Without being limited by theory, it is believed that hydrogen gas may be released by some high temperature reaction (in the range of 600-1200 degrees centigrade) with a wear tracer element at high pressures such as those associated with subterranean drilling. There is a base level of H₂ in formation, but it is small. Wear tracer elements (e.g., nickel, zinc, silver, or copper) serve as a catalyst to release hydrogen from the drilling environment (probably drilling fluid) at high temperatures. When a catalytic material reaches high heat, H₂ is released in gas phase and is readily detected by the mass spectrometer. Conventional methods today use mass spectroscopy for hydrocarbon analysis, but not for measuring byproducts of wear.

In another embodiment of the invention, the downhole wear tracer element includes one or more radioisotopes, and the drilling fluid system includes a detector calibrated for measuring the presence of the wear tracer radioisotopes.

Therefore, according to one or more embodiment of the invention, when a bit or tool becomes worn or damaged to a measurable extent, a reliable signal is available to the operator. This method and system may prevent some expense incurred by running a tool past its life and improve overall performance by limiting non-productive time from operating with damaged equipment. Further, when rate-of-penetration, torque, or other parameter anomalies appear, the lack of a reliable wear/failure signal according to the invention suggests that the anomaly is not bit/tool related but more likely formation related. Accordingly, decision-making is improved.

The invention is also not limited to drag-style drill bits. For example, roller cone drill bits include bearings, leg protection inserts, gage inserts, and diamond-enhanced gage inserts, any of which can include wear tracer elements that could be used to detect wear. Some roller cone journal bearings have a nickel-silver bearing sleeve that, when a seal fails, is exposed to high heat and the drilling mud which, in an embodiment, yield measurable byproducts of wear in the form of a hydrogen spike.

As another example, referring to FIG. 10, a stabilizer 1080, for example, a stabilizer sub in bottom hole assembly 1075, can include wear tracer elements to indicate off-center or unstable wear patterns.

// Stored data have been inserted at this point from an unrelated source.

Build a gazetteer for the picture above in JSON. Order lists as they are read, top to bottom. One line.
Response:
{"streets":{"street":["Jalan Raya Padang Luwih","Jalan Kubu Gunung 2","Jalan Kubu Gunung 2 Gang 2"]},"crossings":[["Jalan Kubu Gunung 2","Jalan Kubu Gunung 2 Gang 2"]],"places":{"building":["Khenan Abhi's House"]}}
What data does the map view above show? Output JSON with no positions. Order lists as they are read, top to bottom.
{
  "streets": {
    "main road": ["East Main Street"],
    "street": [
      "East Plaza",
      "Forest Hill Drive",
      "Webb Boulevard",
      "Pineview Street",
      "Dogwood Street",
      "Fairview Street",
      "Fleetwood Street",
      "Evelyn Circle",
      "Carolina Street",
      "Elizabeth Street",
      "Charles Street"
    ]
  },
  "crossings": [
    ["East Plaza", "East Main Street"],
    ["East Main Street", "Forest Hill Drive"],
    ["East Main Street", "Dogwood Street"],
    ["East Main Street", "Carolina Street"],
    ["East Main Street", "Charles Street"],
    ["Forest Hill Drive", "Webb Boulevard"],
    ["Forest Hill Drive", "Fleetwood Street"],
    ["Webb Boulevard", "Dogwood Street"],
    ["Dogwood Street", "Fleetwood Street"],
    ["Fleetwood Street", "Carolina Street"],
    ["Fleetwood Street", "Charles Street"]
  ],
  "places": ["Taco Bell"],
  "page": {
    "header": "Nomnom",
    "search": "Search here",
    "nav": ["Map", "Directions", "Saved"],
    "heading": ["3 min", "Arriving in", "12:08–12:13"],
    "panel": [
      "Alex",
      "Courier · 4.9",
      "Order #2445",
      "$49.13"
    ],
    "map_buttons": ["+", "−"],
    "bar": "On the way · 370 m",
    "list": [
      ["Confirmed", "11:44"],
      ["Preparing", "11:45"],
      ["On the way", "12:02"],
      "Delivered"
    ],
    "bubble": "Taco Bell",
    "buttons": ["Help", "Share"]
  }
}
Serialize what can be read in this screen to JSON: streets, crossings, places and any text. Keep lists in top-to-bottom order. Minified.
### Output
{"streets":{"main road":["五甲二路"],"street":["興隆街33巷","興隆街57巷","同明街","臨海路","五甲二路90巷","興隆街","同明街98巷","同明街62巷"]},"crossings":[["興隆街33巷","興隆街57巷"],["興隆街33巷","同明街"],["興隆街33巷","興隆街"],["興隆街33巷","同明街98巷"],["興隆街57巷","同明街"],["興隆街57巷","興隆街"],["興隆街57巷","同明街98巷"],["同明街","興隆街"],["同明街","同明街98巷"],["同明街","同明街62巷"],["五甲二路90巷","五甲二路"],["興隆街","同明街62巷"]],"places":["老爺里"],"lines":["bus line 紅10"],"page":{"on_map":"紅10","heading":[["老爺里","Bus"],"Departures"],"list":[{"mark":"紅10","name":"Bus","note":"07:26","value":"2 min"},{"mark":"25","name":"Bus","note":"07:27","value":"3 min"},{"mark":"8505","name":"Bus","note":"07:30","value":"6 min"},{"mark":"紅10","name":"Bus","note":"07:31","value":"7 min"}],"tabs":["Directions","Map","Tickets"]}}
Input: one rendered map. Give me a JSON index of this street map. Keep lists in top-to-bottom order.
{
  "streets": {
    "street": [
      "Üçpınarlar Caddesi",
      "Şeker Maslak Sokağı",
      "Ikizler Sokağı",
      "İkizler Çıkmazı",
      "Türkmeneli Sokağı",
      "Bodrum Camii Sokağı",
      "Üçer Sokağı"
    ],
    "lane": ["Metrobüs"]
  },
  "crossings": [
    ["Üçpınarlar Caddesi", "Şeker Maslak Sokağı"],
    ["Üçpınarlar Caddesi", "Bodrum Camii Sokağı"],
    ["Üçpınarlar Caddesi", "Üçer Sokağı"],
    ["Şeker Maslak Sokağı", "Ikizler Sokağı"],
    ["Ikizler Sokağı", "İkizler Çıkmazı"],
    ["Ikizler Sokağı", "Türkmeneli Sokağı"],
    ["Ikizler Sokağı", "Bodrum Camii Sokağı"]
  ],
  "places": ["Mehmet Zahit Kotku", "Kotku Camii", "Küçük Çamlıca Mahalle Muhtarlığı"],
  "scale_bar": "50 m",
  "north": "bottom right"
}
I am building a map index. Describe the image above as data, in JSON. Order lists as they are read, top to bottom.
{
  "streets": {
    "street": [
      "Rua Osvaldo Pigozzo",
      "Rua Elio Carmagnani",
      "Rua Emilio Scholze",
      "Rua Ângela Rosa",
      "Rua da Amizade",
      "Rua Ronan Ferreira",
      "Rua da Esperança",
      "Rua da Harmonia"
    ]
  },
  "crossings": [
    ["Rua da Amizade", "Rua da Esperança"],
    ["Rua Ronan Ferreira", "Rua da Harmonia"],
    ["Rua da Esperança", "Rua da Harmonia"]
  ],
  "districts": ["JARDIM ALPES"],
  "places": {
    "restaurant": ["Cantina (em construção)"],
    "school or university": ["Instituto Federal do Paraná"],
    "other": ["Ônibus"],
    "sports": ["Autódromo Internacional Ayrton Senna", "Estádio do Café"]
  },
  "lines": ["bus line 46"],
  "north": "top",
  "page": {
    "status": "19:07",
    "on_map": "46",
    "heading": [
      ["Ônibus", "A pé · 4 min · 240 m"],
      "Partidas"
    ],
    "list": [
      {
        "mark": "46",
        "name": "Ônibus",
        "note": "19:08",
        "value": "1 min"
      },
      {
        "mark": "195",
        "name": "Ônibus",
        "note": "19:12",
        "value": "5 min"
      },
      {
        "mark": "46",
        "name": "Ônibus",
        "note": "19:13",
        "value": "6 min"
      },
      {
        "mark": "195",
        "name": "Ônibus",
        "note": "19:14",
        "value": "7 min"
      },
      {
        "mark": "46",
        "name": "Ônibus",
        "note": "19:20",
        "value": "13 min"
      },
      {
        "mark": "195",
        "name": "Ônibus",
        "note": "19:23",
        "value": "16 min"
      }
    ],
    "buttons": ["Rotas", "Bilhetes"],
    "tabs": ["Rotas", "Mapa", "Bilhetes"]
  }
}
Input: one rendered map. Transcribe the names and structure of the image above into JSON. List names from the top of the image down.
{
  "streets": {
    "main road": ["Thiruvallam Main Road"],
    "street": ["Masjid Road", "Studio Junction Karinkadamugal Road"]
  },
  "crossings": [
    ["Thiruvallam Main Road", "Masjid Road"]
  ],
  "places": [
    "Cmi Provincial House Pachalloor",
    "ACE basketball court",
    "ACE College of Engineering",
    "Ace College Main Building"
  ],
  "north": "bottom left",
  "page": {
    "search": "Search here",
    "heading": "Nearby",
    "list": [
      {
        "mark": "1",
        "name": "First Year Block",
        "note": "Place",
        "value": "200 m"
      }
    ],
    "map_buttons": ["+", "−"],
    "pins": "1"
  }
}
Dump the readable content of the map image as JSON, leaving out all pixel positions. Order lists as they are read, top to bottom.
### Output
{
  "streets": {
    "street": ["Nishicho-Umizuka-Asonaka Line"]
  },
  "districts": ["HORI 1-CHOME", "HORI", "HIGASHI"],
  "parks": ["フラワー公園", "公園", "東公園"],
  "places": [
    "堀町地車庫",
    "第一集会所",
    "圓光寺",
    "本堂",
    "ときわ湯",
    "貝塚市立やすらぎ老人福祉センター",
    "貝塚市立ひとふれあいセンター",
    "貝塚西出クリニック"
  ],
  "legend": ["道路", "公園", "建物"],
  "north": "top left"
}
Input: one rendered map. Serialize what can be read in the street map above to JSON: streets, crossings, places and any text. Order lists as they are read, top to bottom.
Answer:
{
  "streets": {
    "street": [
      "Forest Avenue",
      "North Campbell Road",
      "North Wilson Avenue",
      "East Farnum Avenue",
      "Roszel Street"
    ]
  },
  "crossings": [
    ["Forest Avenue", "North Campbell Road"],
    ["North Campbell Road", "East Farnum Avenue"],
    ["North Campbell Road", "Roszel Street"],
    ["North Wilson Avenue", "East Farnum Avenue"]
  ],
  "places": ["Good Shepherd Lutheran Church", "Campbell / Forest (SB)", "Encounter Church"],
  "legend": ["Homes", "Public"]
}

Similarly, wear tracer elements can be used in any down-hole sub to identify bent sub components. Wear tracer components can also be integrated in rotary steerable system components, metal seals, metal bearings, and bearing components (including thrust bearings in down hole tools such as motors, rotary steering systems, and turbines).

The Abstract of the disclosure is written solely for providing the United States Patent and Trademark Office and the public at large with a way by which to determine quickly from a cursory reading the nature and gist of the technical disclosure, and it represents solely a preferred embodiment and is not indicative of the nature of the invention as a whole.

While some embodiments of the invention have been illustrated in detail, the invention is not limited to the embodiments shown; modifications and adaptations of the above embodiment may occur to those skilled in the art. Such modifications and adaptations are in the spirit and scope of the invention as set forth herein:

Claims

1. A system for evaluating drill bit condition during subterranean formation drilling, comprising: a drill bit adapted for coupling to a drill string and including at least one cutting element and a wear tracing element; a drilling fluid; and a wear tracer sensor, wherein the wear tracer sensor is configured to detect wear in the drill bit by detecting in the drilling fluid a chemical reaction byproduct of the wear tracing element with the drilling fluid.

2. The system of claim 1 wherein: said wear tracing element is included in at least one drill bit component and the at least one drill bit component is selected from the group consisting of the at least one cutting element, a bearing component, a bit body, a hard facing, a coating, a brazing filler, an insert, a cutter substrate, a nozzle, and a blade.

3. The system of claim 1 wherein: the wear tracing element includes at least one of the group consisting of nickel, zinc, silver, copper, and any alloy thereof.

4. The system of claim 1 wherein: the wear tracer sensor is adapted and configured to directly detect a reaction of the wear tracing element.

5. The system of claim 4 wherein: the reaction comprises a reaction between the wear tracing element and a subterranean element.

6. The system of claim 4 wherein: the reaction comprises a reaction between the wear tracing element and the drilling fluid.

7. The system of claim 1 wherein: the wear tracer sensor includes a gas analyzer.

8. The system of claim 7 wherein: the wear tracer sensor includes a mass spectrometer.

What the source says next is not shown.